In August, the City released a Request for Qualifications for a firm to provide website design services and
received responses from nineteen firms. Staff evaluated the proposals based on experience with municipal
sites, content management systems, creative/design experience, optional features, social media integration
and in general, the ability to create a website for Riverside that is "upstream from ordinary." Staff short-listed
four firms, conducted reference checks and met with each firm (either in person or via conference call) to
discuss the project.
Recommendation: Staff is recommending aHa Consulting for the Website Redesign Project. aHa Consulting is
based out of Oregon and has more than eight years of experience with web solutions. aHa was selected based
on their municipal focus, the variety of features offered in their basic CMS package, the ability for the site to
grow in the coming years and the recommendations of other cities they have worked with.
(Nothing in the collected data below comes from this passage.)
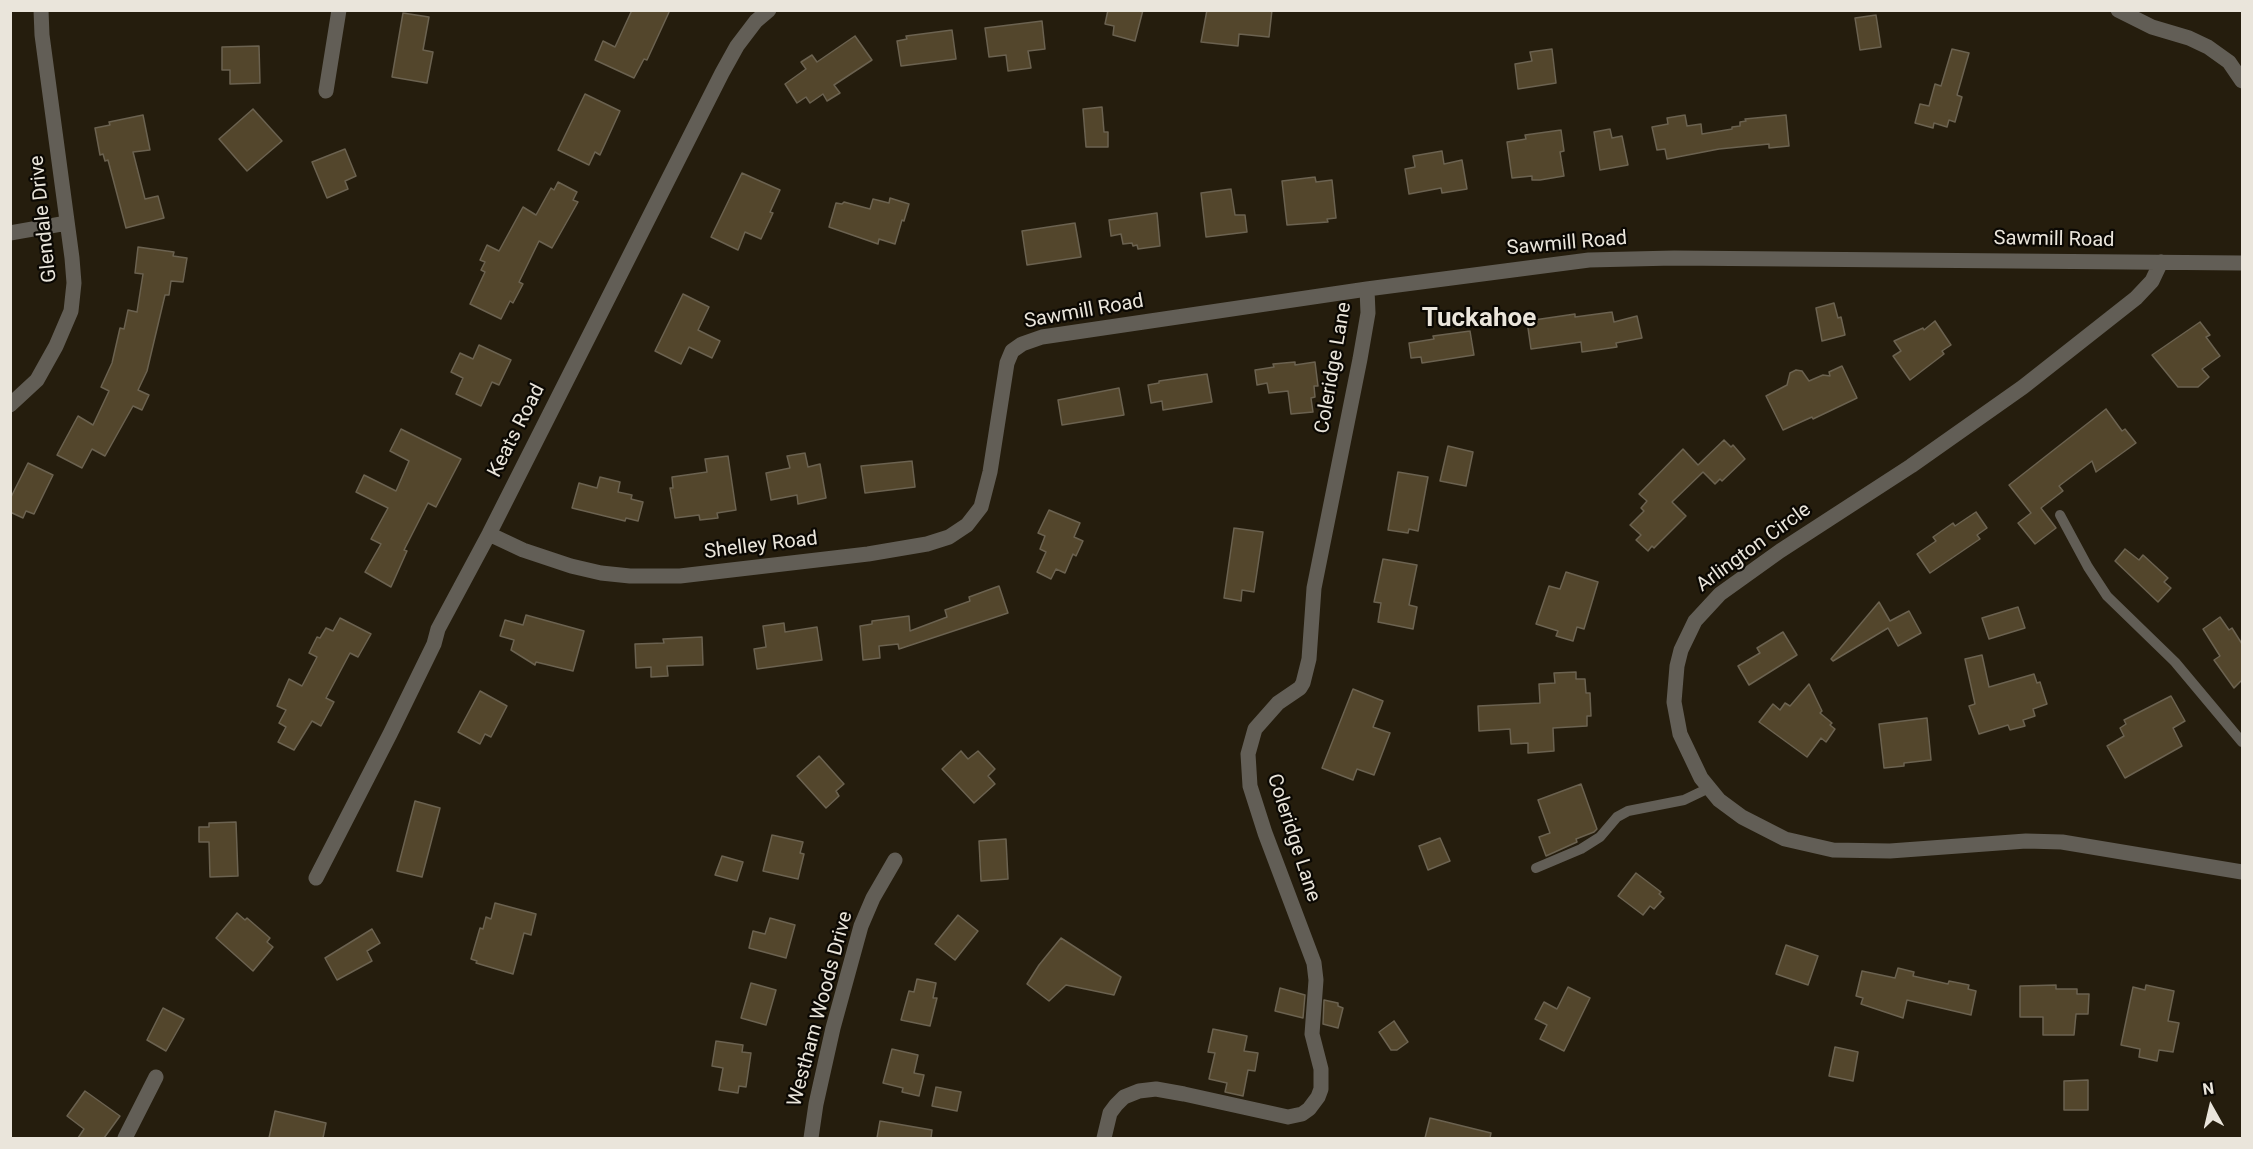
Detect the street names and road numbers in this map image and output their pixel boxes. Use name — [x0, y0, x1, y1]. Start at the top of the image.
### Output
street label: Glendale Drive — [25, 154, 63, 284]
street label: Sawmill Road — [1506, 227, 1628, 261]
street label: Sawmill Road — [1993, 227, 2115, 253]
street label: Sawmill Road — [1022, 290, 1146, 334]
street label: Coleridge Lane — [1311, 300, 1357, 436]
street label: Keats Road — [483, 380, 551, 482]
street label: Arlington Circle — [1692, 498, 1816, 598]
street label: Shelley Road — [703, 527, 819, 565]
street label: Coleridge Lane — [1261, 771, 1325, 905]
street label: Westham Woods Drive — [783, 909, 859, 1109]

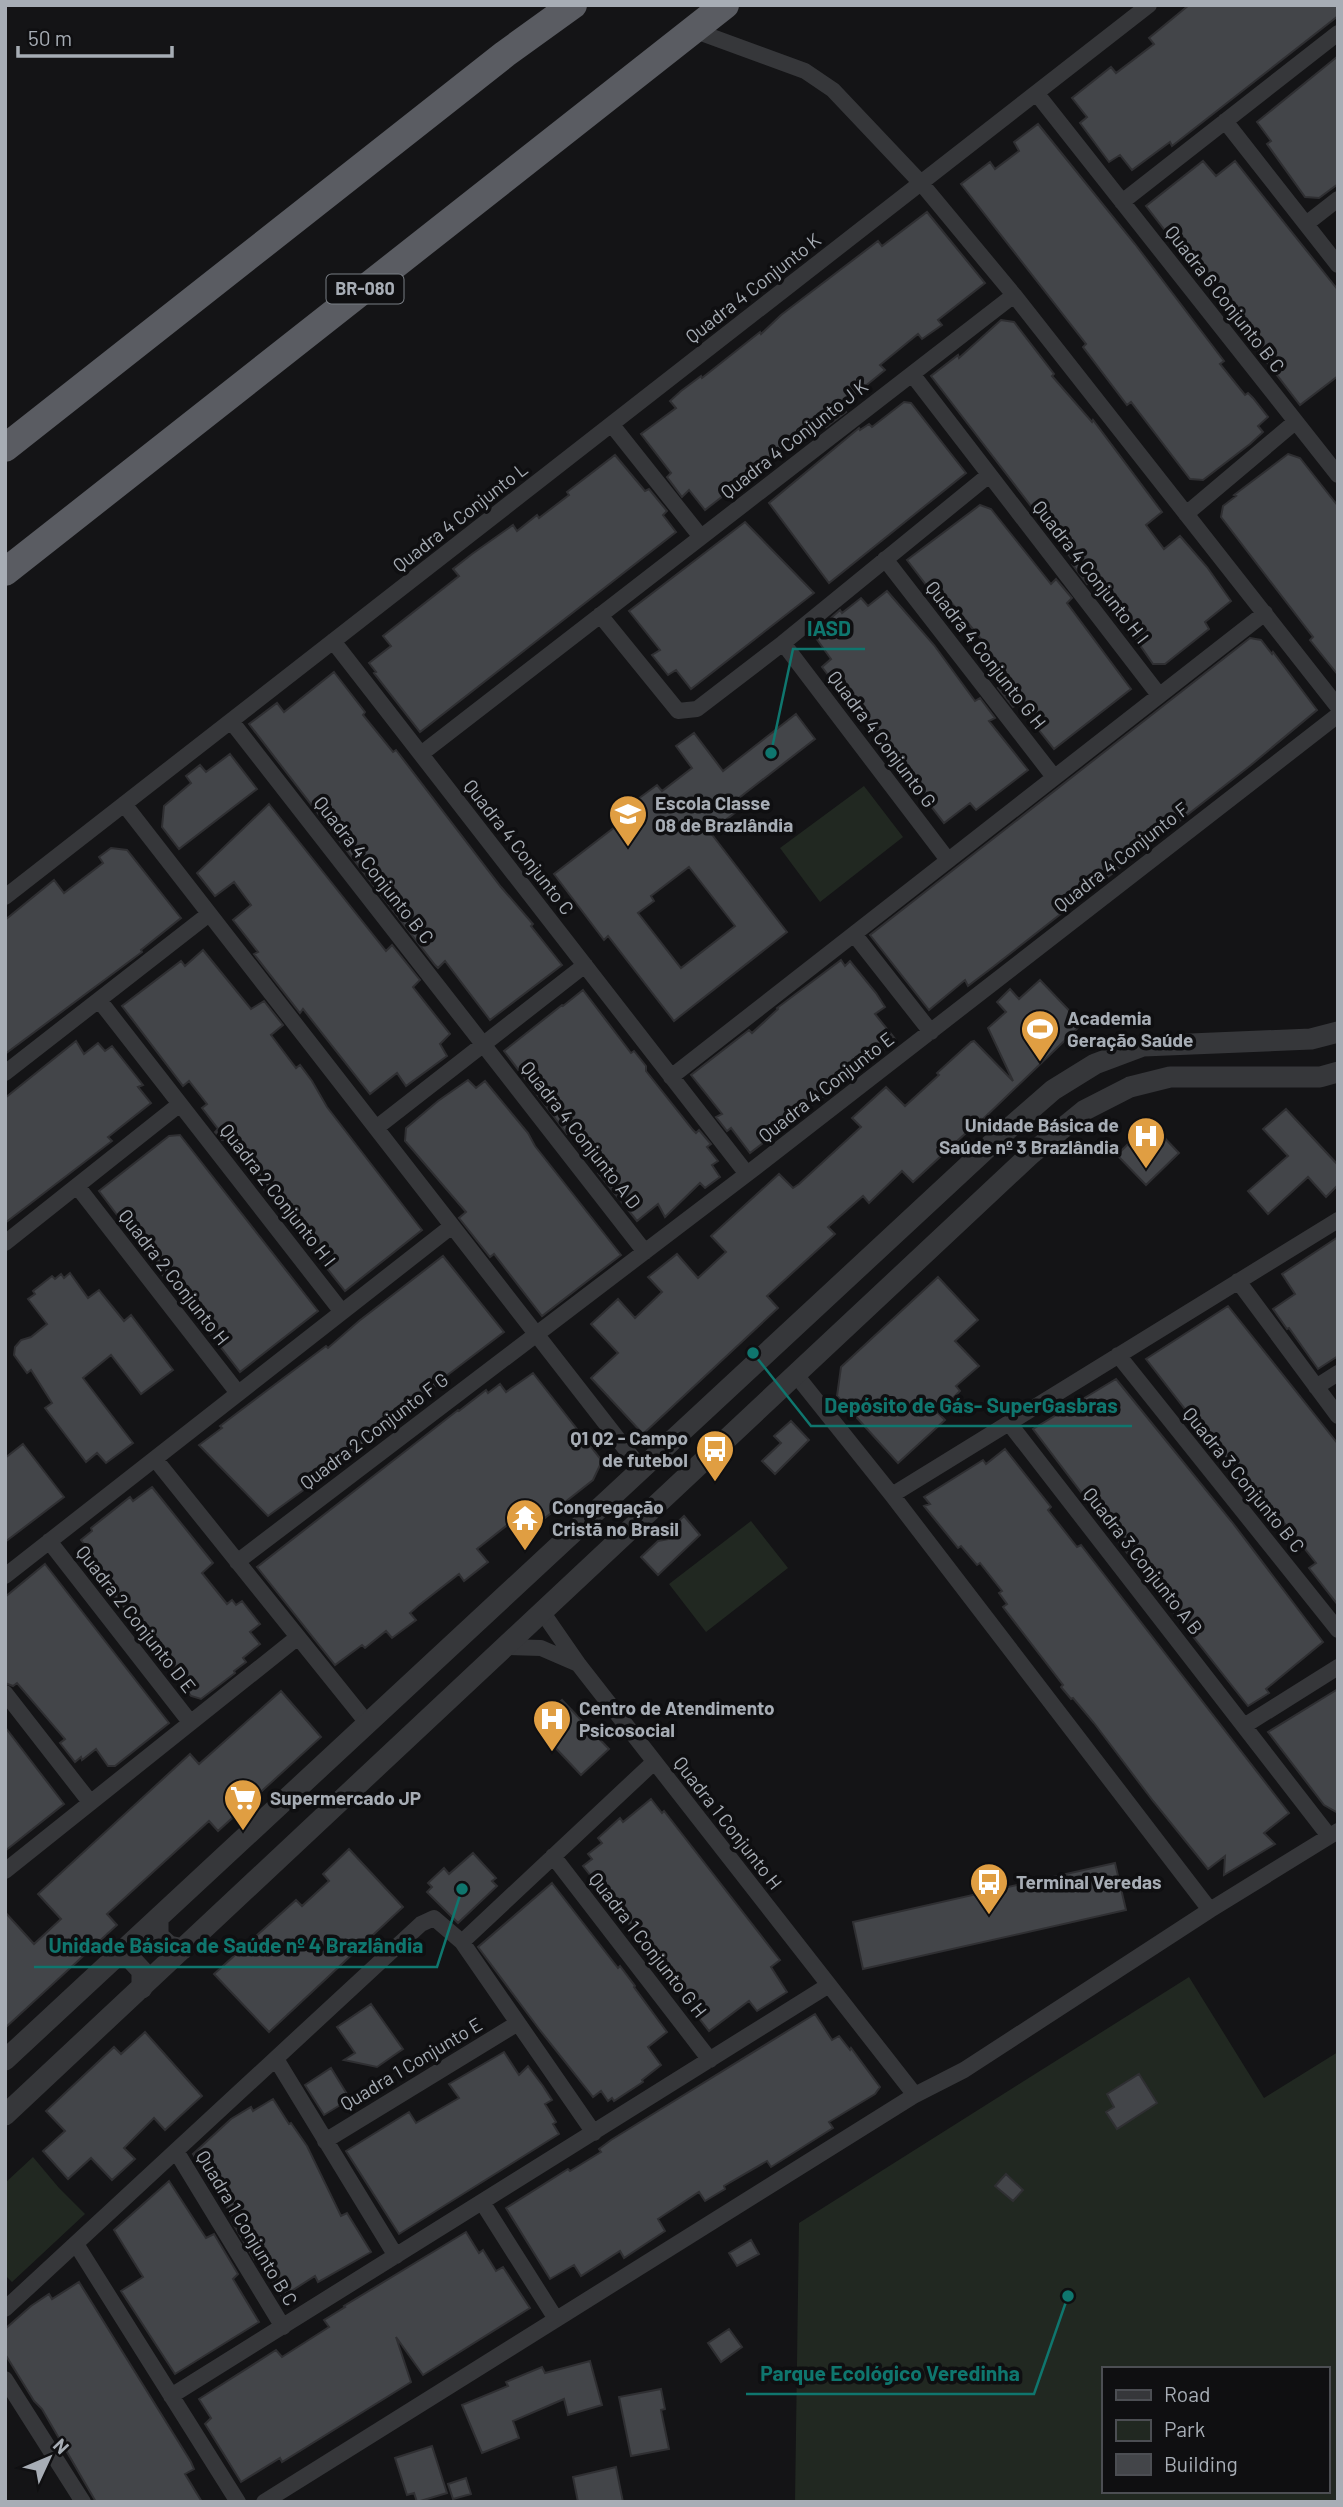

Although the City's brand partner, Trozzolo Communications, was not selected for this project, Trozzolo will
still be involved with the website redesign. It is anticipated they will assist with select copy and headline
writing and review of the proposed designs. In addition, the City is also still exploring a link from the website
to Laserfiche, our document management system. More details about these two components of the project
will be presented as we get further along.
Budget: The FY 2010-2011 budget contains $65,000 for this project. The proposed contract for aHa consulting
is $21,000 in one-time costs for redesign. Staff is still evaluating the hosting and maintenance portion of the
contract and will present an additional agreement once the site is complete.